We come across a few nomad traders…not so much the real estate investors you speak of. I’m trading stock on top of managing our business, earning about $1400/m via trading. Would I invest in a property and trade 40-60% annual yield for maybe 10% and upkeep, hell no.


#13

40-60% returns are fantastic! I personally don’t have the risk appetite for that.

I see property as a nice tangible asset which is inflation linked and pays a steady income stream. It’s less of an efficient market than finance too. Though as a foreigner you’re probably getting screwed.


#14

Max drawdown on the account has been 8%, so little risk thus far. That’s not to say next month I could draw down to 10-20%, but having a strong trading plan and treating it like a business helps prevent that.

It’s not just locals taking advantage of you as a foreigner. We bought property in South Africa, then the currency dropped 30% to the USD. We resold the house for the same price we bought it for, but ultimately lost 30% when we pulled our money out of SA. So yeah been there, got screwed, and now I prefer liquidity in this kind of market.


#15

“focus on making money doing whatever it is that you are good at” - yes, I think so. Unfortunately it’s banks and investment firms that are good in being investors.
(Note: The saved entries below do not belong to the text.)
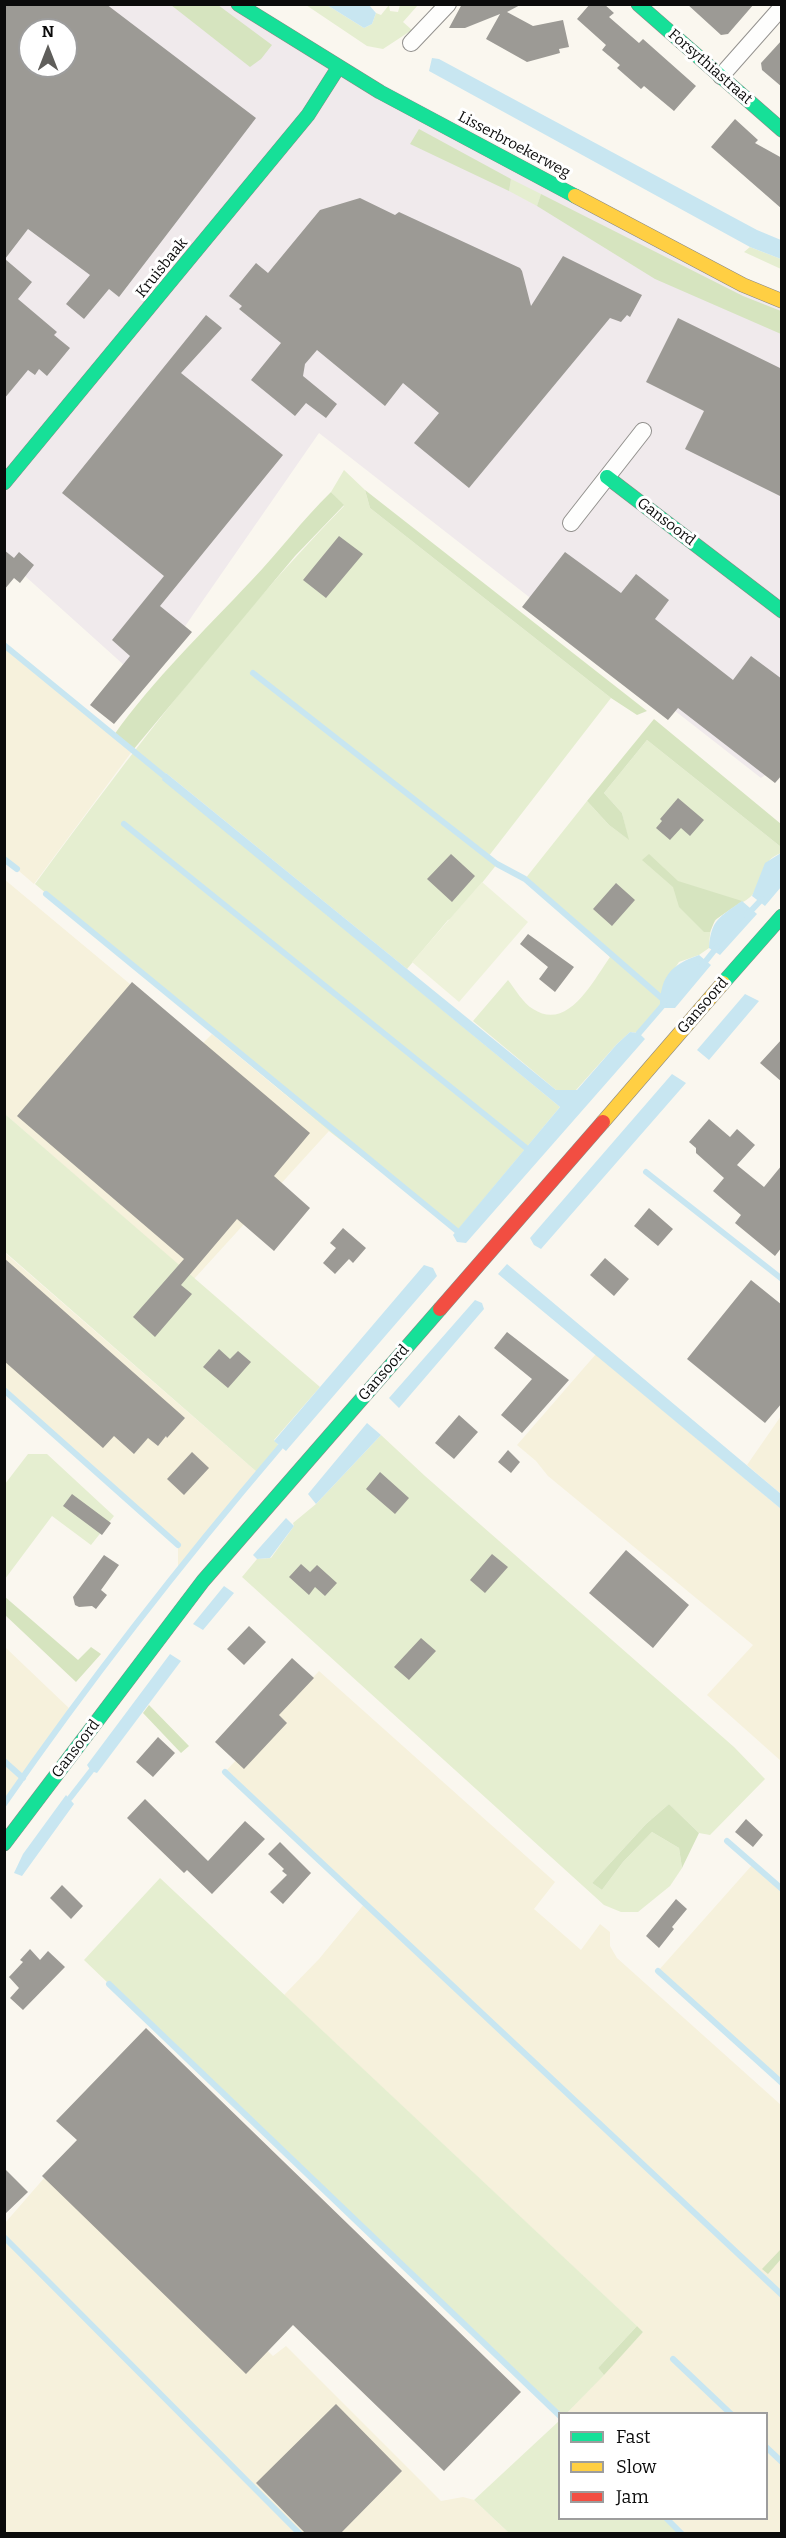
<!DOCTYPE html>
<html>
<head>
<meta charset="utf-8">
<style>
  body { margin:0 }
  #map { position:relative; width:786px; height:2538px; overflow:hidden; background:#faf7ef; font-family:Bitter,serif }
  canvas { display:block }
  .frame { position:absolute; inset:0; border:6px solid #0b0b0b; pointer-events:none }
  .legend { position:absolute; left:558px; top:2412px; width:210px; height:108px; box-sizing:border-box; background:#fff; border:2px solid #9d9d9d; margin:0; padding:8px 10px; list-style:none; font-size:18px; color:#0b0b0b }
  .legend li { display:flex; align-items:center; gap:12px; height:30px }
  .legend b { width:30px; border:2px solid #9d9d9d }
  .north { position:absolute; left:18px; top:18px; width:60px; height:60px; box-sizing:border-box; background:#fff; border:2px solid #9d9d9d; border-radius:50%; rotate:0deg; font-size:16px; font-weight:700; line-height:24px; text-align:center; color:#0b0b0b }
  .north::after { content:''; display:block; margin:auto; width:21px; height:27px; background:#5f5e5b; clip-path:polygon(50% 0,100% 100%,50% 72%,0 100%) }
</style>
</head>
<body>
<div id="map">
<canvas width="786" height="2538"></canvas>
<div class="frame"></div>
<ul class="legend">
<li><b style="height:8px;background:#16e098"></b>Fast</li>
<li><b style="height:8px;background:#ffcf43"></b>Slow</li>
<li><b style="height:8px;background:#f24e42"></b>Jam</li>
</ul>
<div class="north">N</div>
</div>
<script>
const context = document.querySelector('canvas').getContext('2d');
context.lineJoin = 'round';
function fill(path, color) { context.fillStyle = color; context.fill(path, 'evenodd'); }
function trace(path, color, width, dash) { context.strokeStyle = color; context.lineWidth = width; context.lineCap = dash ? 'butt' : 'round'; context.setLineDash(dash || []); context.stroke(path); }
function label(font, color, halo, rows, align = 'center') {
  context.font = font + ' Bitter,serif'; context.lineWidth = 6; context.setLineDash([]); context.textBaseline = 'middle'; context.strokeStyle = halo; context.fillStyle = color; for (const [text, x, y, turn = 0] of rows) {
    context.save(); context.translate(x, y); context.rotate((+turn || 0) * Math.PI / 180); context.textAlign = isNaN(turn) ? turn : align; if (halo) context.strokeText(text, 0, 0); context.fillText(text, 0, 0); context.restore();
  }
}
fill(new Path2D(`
  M5,5h230l546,293 1,465 -21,15 -442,-345 -174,251 -140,-126zM30,30h36v36h-36z`), '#f0eaec');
fill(new Path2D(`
  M4,647l129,103 -99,134 -29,-25z
  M4,879l198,165 10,-10 117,97 -135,148 -189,-165z
  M4,1252l254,221 -80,95v-23l-173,-155z
  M596,1354l185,155v252l-74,-66 46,-50 -205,-169 -12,-15 -19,-16z
  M781,1416v78l-34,-29z
  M5,1647l66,63 -66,94z
  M319,1671l236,211 -21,27 47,41 19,-26 10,8v14l7,12 164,147v428h-99l-16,-14 100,-1v-104l-199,-1 76,-81 -359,-337 35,-36 46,-56 -140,-131z
  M753,1864l25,22 3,-3v197l-123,-109z
  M65,2154l208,202 13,-10 155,155 22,-4 11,3 35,33 -504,1v-311z`), '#f6f1dc');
fill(new Path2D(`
  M306,5h21l37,23 8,-4 4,-11 5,2 8,-10 1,6 8,1 2,-7h18l-15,17 9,8 -29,19 -16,-3z
  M511,179l30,15 -4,12 -28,-15z
  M750,247l31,12v10l-37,-17z
  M344,470l21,20 5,18 241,190 -123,159 9,7 -43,54 -6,2 -41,49 -241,-196 -3,6 397,328 -103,124 -128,-100 -294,-247c96,-131 195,-261 309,-378l-13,-14z
  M647,740l134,107v6c-20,7 -19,26 -28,41 -4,7 -31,18 -38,27 -6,8 -5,18 -6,27l-10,7 -20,7 -15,22 -4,24 -21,25 -9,-1 -13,12 -41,46h-20l-83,-69 35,-41c7,9 15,23 25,29 35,23 60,-28 77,-52l-85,-78 62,-78 22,24 19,14 -6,-26 -18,-20z
  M5,1114l315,273 -46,53 6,7 -22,26 -253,-221z
  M381,1435l44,41 309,271 31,32 -55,56 -11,-2 -30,-29 -23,20 -54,59 10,7 21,-28 29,-30 27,16 3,20 -12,18 -32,26h-17l-17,-7 -362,-328 15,-18 14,-1 23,-32 -1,-3 23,-19z
  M28,1454h19l67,62 -23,29 -39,-29 -47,63v-95z
  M160,1878l477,448 -39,42 6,7 -37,38 -7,1 -1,1 -29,-27 -446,-428z
  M559,2421l1,97 106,1 16,14h-173l-35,-33z`), '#e5eed0');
fill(new Path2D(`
  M171,5h47l54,40 -11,14 -11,8z
  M419,129l92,50 -2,12 -99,-47z
  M541,194l202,102 38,15v23l-126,-55 -118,-73z
  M365,490l282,221 -10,4 -26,-17 -241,-190z
  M331,492l13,13 -49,51 -162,194 -19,-15c40,-56 90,-104 137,-154 28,-29 51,-61 80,-89z
  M654,719l127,105v23l-134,-107 -43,53 18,20 7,27 -20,-15 -22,-24z
  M649,854l29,27 64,20 -27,19 -5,12h-6l-25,-25 -6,-20 -31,-27z
  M4,1596l74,64 13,-13 10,7 -25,28 -71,-67z
  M149,1705l40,41 -8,7 -38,-40z
  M669,1804l30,29 -17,35 -3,-20 -27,-16 -29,30 -21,28 -10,-7 54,-59z
  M781,2249v10l-13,15 -6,-5z
  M637,2326l6,6 -39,43 -6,-7z`), '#d6e4bf');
fill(new Path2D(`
  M482,882l46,40 -69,80 -47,-40z`), '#eef2da');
fill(new Path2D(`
  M327,5h42l7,8 -4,11 -8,4z
  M432,58l7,1 318,171 24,10v19l-31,-12 -321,-176z
  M166,773l390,317h21l40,-46 13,-12 9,1 6,6 -179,204 -9,-1 -4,-7 107,-128 -398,-327z
  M781,853v34l-16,19 -13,-10 13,-33z
  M742,901l15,13 -37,41 -11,-7c2,-29 11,-31 33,-47z
  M699,955l12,10 -36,43h-15c0,-32 11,-43 39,-53z
  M745,994l14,7 -50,59 -12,-10z
  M672,1074l14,9 -145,166 -7,-4 -4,-7z
  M507,1264l274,230v15l-283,-235z
  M424,1265l9,3 4,8 -151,175 -12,-10z
  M475,1300l7,3 2,6 -85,99 -10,-10z
  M367,1423l14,12 -65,69 -8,-10z
  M286,1518l8,8 -24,32 -13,1 -4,-4z
  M224,1586l10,7 -31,37 -10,-6z
  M170,1654l11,7 -84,112 -6,-2 -4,-6z
  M66,1795l8,9 -52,72 -8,-3 9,-19z`), '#c8e6f1');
trace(new Path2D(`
  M4,645l160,131
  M253,673l244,191 28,15 140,122
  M124,824l401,323
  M4,859l13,10
  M46,894l411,337
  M747,915l15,-16
  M701,967l16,-20
  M639,1033l25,-29
  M646,1172l136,107
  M4,1390l174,155
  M4,1761l19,17
  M225,1772l557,523
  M70,1798l21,-27
  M4,1804c86,-124 178,-242 276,-357
  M727,1841l55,48
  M658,1971l124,112
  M109,1984l451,432
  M4,2237l296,297
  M673,2359l58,55
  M766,2447l16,15
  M666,2518l16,16`), '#c8e6f1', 6);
fill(new Path2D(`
  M4,4h102l150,114 -137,179 -10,-8 -25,30 -18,-15 24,-29 -62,-46 -23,30 27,23 -14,17 39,33 -3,3 16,13 -23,28 -8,-7 -4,6 -7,-5 -24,29zM30,30h42l-6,14v22h-36z
  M462,4h60l-15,8 26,14 30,-6 6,27 -10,2 1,4 -33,9 -41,-23 14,-25 -35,14h-16z
  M590,4h14l10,9 -5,4 30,26 4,-4 53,47 -22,25 -30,-25 -3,3 -24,-21 3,-3 -18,-15 4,-5 -29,-26z
  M687,4h67l-26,30 -7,1z
  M782,40v47l-20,-17 -1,-7z
  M735,119l23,21 -3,3 27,15v51l-71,-62z
  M360,198l35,17 4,-3 121,56 2,3 9,35 32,-50 79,39 -12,22 -3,-2 -6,7 -11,-4 -141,170 -55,-45 25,-30 -36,-30 -18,23 -68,-56 -12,14 -2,12 34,28 -11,14 -20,-15 -11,13 -44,-36 30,-37 -42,-34 3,-3 -13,-10 27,-33 12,10 52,-63z
  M206,315l16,13 -41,45 102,82 -123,151 32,26 -78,92 -24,-19 40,-49 -18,-16 52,-64 -102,-83z
  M678,318l104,51v128l-97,-48 19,-38 -58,-29z
  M339,536l24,18 -37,44 -23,-18z
  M4,550l10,8 5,-6 15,13 -14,18 -6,-5 -10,12z
  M565,552l56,41 15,-19 33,26 -14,19 78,61 18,-24 31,23v96l-7,8 -97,-75 -10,12 -146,-113z
  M678,798l26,22 -14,16 -9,-8 -11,12 -14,-12 6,-7 -2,-2z
  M451,854l24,22 -23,26 -25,-23z
  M616,883l19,17 -23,26 -19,-17z
  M528,934l46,33 -19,25 -16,-13 9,-12 -28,-23z
  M132,982l178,151 -36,43 36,32 -36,43 -37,-32 -56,66 11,9 -37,43 -22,-20 51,-58 -167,-143z
  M782,1039v43l-22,-19z
  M709,1119l21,18 7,-8 18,16 -18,20 27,22 18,-22v82l-7,9 -40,-33 6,-8 -28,-24 11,-13 -28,-25v-5l-7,-6z
  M649,1208l24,21 -15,17 -24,-20z
  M343,1228l23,20 -13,15 -4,-4 -14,15 -12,-11 13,-15 -6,-5z
  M4,1258l181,160 -18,20 -1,-2 -8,10 -10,-8 -14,16 -20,-18 -11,12 -99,-87z
  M605,1258l24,21 -15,17 -24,-21z
  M751,1280l31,25v98l-17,20 -78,-64z
  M507,1332l62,48 -47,53 -21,-18 31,-36 -38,-31z
  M219,1349l11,10 8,-8 13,11 -23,26 -25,-21z
  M459,1415l19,17 -24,27 -19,-16z
  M508,1450l12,12 -9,11 -13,-11z
  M192,1452l17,16 -25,27 -17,-16z
  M380,1472l29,26 -14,16 -29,-25z
  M72,1494l39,29 -9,12 -39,-29z
  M626,1550l63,55 -36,43 -64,-55z
  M492,1554l16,13 -23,26 -15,-13z
  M104,1555l15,10 -18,25 6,5 -11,14 -4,-3 -13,1 -4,-2 -2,-8z
  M301,1564l9,8 7,-7 20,18 -12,13 -10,-9 -6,8 -20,-18z
  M249,1626l17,16 -22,23 -17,-16z
  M421,1638l15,13 -27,29 -15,-13z
  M292,1658l22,20 -35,37 8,8 -43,46 -29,-27z
  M158,1737l17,16 -22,24 -17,-15z
  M145,1799l63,62 37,-40 20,18 -53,55 -25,-24 -3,3 -57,-55z
  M746,1819l17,16 -10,12 -18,-15z
  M280,1842l31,31 -28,31 -13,-12 17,-17 -5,-4 2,-2 -16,-15z
  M62,1885l21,21 -12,13 -21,-21z
  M676,1899l11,10 -15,18 2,2 -15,19 -13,-12z
  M30,1949l10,11 8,-9 17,16 -42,43 -13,-12 9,-10 -10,-11 14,-15 -3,-2z
  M146,2028l375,364 -77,79 -151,-146 -47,49 -204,-198 35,-36 -21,-19z
  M4,2168l24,24 -24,23z
  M336,2404l66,67 -62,63h-34l-50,-51z`), '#9c9a95');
const street = new Path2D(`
  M411,43l37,-39
  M721,76l61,-69
  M571,523l72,-92`);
const fast = new Path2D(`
  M238,4l142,88 195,104
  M638,4l144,126
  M607,477l175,134
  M4,483l304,-368 30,-47
  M723,983l59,-67
  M4,1844l199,-263 237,-272`);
const slow = new Path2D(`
  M575,196l168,89 39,16
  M603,1122l120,-139`);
const jam = new Path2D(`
  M440,1309l163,-187`);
trace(street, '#93918e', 18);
trace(fast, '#898884', 15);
trace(slow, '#898884', 15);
trace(jam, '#898884', 15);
trace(street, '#fefefd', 16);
trace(fast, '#16e098', 14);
trace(slow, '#ffcf43', 14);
trace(jam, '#f24e42', 14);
label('15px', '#0b0b0b', '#fff', [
  ["Forsythiastraat",710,67,41],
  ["Lisserbroekerweg",514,145,28],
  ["Kruisbaak",162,268,-51],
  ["Gansoord",666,522,37],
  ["Gansoord",703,1006,-49],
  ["Gansoord",384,1373,-49],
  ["Gansoord",76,1749,-53]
]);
</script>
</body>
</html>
Can one really expect to make a profit of 2 digits without any risk (like the recent £ drop) ?

But yes, you can become good in making good money in a niche. Just before you have to become very good at it … Than you might even be able to sell that service to others.


#16

You can find opportunities like that on the stock market too (at least on the Australian market). One of my stocks now yields 15% just on dividends, and it’s a huge supermarket chain. The key/catch is that I bought in at its lowest point during the 2008 Global Financial Crisis - as the company rebuilt & grew, so did its dividend payouts.

It’s worth filtering for companies with > 8% yield in case you find stable companies that are temporarily bargain priced. But you need to do your research - don’t buy into a company that’s about to go bankrupt! I posted a little more about that over at Hacker News too.

I couldn’t live off my portfolio though. It’s been helpful additional income, but I need to keep freelancing & selling products to raise the capital for investing!


#17

Yeah I think I’d consider myself investment nomad supplementing with part-time and other passive income streams. You need an income stream. You can draw against your investments at the moment via low interest margin loan but unless your investments grow in 1-3 years by the amount you need to get around, you will be pinched when markets are volatile.


#18

Thanks. I’m going to give being an “investor nomad” a try. I have plenty of experience in the industry and think a blog about income investing (rather than speculating) from a nomad perspective might be well received. I’m not the biggest fan of stocks because of their volatility but they would certainly form part of the strategy. Retail investors should be able to get access to other products nowadays if you look in the right places.

Currency is an interesting one. I’ll probably benchmark myself against USD as that’s the world’s currency but I should be matching off against my local needs. I’ll post a link here once I’m up and running (will be a few months yet).


#19

Seaspan Corp (SSW) is in a similar position if you’re looking for US equities. The stock has a 10% dividend and .92 price to book ratio.


#21

There are a great deal of people doing this, generally older people. NomadList is mostly younger people / millenials but if you were older and had a few kids you’d be meeting lots of people who do this.

In fact, I would say a decent percentage of nomad families with kids are simply living off the income of a rental property back ‘home’ wherever that is.